Understand transformer architecture, tokenization, temperature, embeddings, cosine similarity, and vector math behind large language models.

Part 21: Generative AI Fundamentals - LLMs, Embeddings & Vector Spaces

← Back to Master Index


1. Why Generative AI in 2026?

Generative AI is the hottest skill in tech.
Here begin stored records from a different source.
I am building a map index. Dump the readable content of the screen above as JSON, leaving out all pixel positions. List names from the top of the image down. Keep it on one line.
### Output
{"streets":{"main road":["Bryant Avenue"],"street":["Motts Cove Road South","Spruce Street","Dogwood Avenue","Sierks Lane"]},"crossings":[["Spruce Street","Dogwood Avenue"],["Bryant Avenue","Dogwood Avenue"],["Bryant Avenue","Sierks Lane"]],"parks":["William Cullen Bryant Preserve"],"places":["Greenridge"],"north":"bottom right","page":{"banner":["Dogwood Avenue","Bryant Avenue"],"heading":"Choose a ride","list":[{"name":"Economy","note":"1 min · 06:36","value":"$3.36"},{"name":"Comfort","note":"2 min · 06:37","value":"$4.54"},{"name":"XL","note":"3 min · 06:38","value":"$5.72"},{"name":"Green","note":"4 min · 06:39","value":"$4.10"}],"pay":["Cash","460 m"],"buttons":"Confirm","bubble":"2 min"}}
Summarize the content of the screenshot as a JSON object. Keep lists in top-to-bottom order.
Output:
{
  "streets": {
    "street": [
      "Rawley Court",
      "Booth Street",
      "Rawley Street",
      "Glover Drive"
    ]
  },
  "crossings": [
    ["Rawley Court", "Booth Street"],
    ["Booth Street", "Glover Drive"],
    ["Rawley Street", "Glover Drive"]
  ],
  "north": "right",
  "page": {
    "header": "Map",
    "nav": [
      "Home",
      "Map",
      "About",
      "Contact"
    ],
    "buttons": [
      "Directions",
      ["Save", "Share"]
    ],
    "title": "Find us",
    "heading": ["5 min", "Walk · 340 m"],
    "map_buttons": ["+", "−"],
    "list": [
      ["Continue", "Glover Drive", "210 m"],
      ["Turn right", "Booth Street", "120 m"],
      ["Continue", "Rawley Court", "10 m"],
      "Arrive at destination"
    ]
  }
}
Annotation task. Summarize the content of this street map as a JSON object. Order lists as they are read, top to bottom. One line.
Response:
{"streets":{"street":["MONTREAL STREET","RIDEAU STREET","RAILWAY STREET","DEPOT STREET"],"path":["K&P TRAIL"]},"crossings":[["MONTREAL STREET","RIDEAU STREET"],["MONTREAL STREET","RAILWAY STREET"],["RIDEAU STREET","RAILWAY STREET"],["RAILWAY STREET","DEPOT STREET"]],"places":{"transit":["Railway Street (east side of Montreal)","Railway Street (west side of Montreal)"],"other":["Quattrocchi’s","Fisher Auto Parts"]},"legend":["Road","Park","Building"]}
Engineers with GenAI expertise command 50-100% higher salaries than traditional developers.

Key Areas

  • LLM Engineering: Model integration, prompt engineering
  • RAG Systems: Retrieval-augmented generation
  • Vector Databases: Embedding storage and search
  • Agent Systems: Autonomous AI workflows

2. Transformer Architecture

Attention Mechanism

import torch
import torch.nn as nn
import math

class MultiHeadAttention(nn.Module):
    def __init__(self, d_model, num_heads):
        super().__init__()
        self.d_model = d_model
        self.num_heads = num_heads
        self.d_k = d_model // num_heads
        
        self.w_q = nn.Linear(d_model, d_model)
        self.w_k = nn.Linear(d_model, d_model)
        self.w_v = nn.Linear(d_model, d_model)
        self.w_o = nn.Linear(d_model, d_model)
    
    def forward(self, q, k, v, mask=None):
        # Split into heads
        q = self.w_q(q).view(-1, self.num_heads, self.d_k)
        k = self.w_k(k).view(-1, self.num_heads, self.d_k)
        v = self.w_v(v).view(-1, self.num_heads, self.d_k)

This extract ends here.